A global network of private companies were blacklisted by the United States on Tuesday for providing revenue to the Iranian government's leadership and helping it evade the pinch from international sanctions on Tehran's nuclear program, the US Treasury Department said.
The move targets 37 companies spread across the world, from Iran to Croatia, Germany and South Africa, and is the fourth action the United States has taken in the past week to sanction Iran's government and industries over its atomic program.
The sanctions prohibit U.S. citizens and companies from dealing with the firms. Any foreign financial institutions dealing with them risk getting cut off from the U.S. financial system.
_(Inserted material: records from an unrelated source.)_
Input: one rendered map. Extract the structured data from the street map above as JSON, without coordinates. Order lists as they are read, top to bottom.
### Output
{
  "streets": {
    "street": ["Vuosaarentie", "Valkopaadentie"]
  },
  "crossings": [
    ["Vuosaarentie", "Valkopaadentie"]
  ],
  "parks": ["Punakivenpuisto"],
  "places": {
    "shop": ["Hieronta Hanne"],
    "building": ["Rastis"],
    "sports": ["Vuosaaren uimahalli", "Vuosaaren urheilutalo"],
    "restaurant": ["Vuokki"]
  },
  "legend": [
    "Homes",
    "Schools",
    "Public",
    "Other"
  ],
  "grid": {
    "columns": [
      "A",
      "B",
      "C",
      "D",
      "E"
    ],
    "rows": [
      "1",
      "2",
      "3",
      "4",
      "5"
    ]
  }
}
The Treasury Department said the companies are governed by the Execution of Imam Khomeini's Order, or EIKO - a program set up by Iran's leadership to manage its commercial holdings - and earn tens of billions of dollars in profits. Ayatollah Ruhollah Khomeini was a leader of the 1979 revolution that established the Islamic Republic of Iran.
The companies take advantage of preferential loan rates from Iranian banks and sell and manage real estate holdings, including properties confiscated from Iranians who do not live in the country full-time, the Treasury Department said.
It said the firms have business links to Iran's government but usually have non-Iranian or Iranian expatriate owners to get around restrictions on the government's ability to do business in Europe and other parts of the world.
"While the Iranian government's leadership works to hide billions of dollars in corporate profits earned at the expense of the Iranian people, Treasury will continue exposing and acting against the regime's attempts to evade our sanctions and escape international isolation," Under Secretary of the Treasury David Cohen said in a statement announcing the sanctions.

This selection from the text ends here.